SEC GOES AFTER UBS FINACIAL ADVISER

The problem with modern American capitalism is that stealing is a good business practice. Proponents of modern capitalism say that people act in their own self interests and therefore everyone you do business with is a thief and everyone should realize that they will be ripped-off every time they do any kind of business. Organizing societies around stealing will result in the long run in very bad results namely, murderous revolutions like the one led by Robes Pierre. The following is a case in which the SEC alleges that a man lived beyond his means by stealing from his clients. The following is an excerpt from the case.

Washington, D.C., March 3, 2011 – The Securities and Exchange Commission today charged a former financial adviser at UBS Financial Services LLC with misappropriating $3.3 million in a scheme that included bilking investors in a private investment fund he established.
The SEC alleges that Steven T. Kobayashi, who worked in UBS’s Walnut Creek, Calif., office, created a pooled investment fund to invest in life insurance policies. But he wound up stealing much of the money to support his extravagant lifestyle. Kobayashi concealed his fraud by liquidating his customers’ securities and funneling the money back to the fund and its investors.

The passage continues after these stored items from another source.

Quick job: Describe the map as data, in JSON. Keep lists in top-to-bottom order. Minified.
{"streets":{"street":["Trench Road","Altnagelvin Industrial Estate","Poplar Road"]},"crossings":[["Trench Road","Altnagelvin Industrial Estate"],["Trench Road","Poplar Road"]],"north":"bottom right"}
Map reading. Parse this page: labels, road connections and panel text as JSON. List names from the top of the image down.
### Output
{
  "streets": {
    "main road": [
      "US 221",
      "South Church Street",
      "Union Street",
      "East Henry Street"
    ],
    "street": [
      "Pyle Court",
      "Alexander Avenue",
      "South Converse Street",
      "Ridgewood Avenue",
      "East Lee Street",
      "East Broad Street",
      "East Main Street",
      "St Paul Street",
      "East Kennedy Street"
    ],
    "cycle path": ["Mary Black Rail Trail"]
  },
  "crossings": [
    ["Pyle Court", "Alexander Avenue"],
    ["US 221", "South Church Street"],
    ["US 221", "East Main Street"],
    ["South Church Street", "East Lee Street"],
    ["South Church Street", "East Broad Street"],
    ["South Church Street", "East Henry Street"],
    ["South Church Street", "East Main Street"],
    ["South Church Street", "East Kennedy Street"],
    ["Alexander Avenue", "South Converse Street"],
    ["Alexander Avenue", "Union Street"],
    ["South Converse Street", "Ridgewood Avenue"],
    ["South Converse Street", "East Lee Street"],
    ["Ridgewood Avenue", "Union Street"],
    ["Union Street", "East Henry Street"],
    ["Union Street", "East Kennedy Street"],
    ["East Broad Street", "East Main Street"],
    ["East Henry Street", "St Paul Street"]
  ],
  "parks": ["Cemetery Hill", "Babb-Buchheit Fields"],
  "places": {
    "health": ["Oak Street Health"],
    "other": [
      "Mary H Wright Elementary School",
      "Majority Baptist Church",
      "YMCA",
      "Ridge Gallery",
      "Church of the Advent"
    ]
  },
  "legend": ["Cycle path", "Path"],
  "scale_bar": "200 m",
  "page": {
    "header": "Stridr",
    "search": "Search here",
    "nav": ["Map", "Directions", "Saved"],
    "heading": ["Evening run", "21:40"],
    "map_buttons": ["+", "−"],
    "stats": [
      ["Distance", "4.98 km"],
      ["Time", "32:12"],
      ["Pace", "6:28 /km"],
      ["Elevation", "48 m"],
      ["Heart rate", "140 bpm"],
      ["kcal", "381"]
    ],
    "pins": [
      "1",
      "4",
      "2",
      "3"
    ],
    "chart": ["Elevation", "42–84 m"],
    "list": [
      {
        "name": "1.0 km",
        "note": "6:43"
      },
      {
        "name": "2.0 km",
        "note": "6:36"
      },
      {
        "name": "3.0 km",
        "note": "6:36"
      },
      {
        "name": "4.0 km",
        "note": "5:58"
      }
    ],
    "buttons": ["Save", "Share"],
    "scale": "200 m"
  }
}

In a parallel action, the U.S. Attorney’s Office for the Northern District of California today filed criminal charges against Kobayashi arising from some of the same alleged misconduct.
“Investors count on their brokers to safeguard their investments,” said Marc Fagel, Director of the SEC’s San Francisco Regional Office. “It’s difficult to imagine a more flagrant abuse of that trust than the manner in which Kobayashi pocketed his customers’ money and used it to feed his own habits.”
According to the SEC complaint filed today in federal district court in Oakland, Kobayashi established Life Settlement Partners LLC (LSP), a fund that invested in life settlement policies. He raised several million dollars from his UBS customers for the fund. Beginning in early 2006, Kobayashi used LSP’s bank accounts as his personal piggy bank, spending at least $1.4 million in investor funds on expensive cars, prostitutes, and large gambling debts.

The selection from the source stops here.